How is retail finance different from health?


The first key difference is that, unlike in the health setting, intermediaries in India sell financial products to customers but earn commissions from the product suppliers. Intermediaries are likely to focus on the potential commission they can earn when selling a particular product, rather than catering to the best interest of customers. In the health sector, this situation is less prevalent as the intermediary (i.e. the doctor) earns his income from the consumer (i.e. the patient), and not the service provider (i.e. the company providing the medicine); the doctor's financial incentives are driven by patient satisfaction. Several retail finance mis-selling episodes can be traced back to this arrangement. While advice may not be explicit, given the nature of the products, it is embedded in the distribution. The advisory role is particularly important considering that India has an estimated 65% of the population that is financially illiterate.

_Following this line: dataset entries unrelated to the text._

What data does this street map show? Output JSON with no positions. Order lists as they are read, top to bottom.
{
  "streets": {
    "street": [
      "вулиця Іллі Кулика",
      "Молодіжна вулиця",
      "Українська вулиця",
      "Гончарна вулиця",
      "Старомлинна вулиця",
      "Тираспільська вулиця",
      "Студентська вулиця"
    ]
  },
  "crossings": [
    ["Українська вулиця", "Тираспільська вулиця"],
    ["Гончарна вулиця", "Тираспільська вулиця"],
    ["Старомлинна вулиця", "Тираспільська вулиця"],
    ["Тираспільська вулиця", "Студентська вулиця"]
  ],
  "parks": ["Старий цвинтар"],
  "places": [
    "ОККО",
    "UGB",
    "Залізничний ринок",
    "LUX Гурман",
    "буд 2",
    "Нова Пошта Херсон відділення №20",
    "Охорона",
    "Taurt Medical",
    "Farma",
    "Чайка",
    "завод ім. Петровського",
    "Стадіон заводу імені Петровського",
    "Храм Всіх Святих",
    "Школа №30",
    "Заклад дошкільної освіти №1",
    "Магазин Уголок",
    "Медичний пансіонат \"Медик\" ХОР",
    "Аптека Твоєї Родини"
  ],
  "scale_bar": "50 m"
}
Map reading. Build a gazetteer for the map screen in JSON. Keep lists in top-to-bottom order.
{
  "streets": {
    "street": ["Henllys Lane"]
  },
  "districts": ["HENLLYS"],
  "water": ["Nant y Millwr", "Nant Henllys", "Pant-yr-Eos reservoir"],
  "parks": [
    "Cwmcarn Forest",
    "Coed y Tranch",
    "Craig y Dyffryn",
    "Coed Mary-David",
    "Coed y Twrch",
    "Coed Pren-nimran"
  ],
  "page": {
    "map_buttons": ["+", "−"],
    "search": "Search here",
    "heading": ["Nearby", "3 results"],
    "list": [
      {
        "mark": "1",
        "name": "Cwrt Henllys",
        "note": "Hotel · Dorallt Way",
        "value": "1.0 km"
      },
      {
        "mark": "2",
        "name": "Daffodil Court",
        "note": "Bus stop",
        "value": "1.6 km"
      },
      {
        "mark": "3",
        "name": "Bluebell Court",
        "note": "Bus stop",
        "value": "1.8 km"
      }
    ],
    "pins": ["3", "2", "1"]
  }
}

Second, unlike in the health sector where the type of doctor (and the type of service they are qualified to provide) is clearly defined, the retail finance distribution system in India lacks these definitions. This allows for gaps and overlaps in the type of intermediary, and therefore the service they provide (e.g. whether an intermediary is a qualified financial advisor, or just a salesperson, needs to be clearly defined before the consumer can make an informed choice on whether to take the intermediary's advice). While a patient would ordinarily not seek advice on a heart condition from a gynaecologist, a retail finance consumer may find himself taking advice from an intermediary not qualified to provide that advice, as regulations governing the type of intermediary, and therefore the type of services they are qualified to provide, are weak.

Third, a retail intermediary can play both the role of the salesperson and the advisor, because the retail finance advisory market is underdeveloped. Usually, a patient actively seeks medical advice from a doctor when he is in need of it. Medical products are therefore pull products. Under the present arrangements, the same patient may never seeks advice in the retail finance sector. This has made retail finance in India a zone of push products. This has given two groups of problems: The lack of demand for advice has hampered the development of the advice industry and the pervasive supply of advice by conflicted intermediaries is leading to bad decisions by households.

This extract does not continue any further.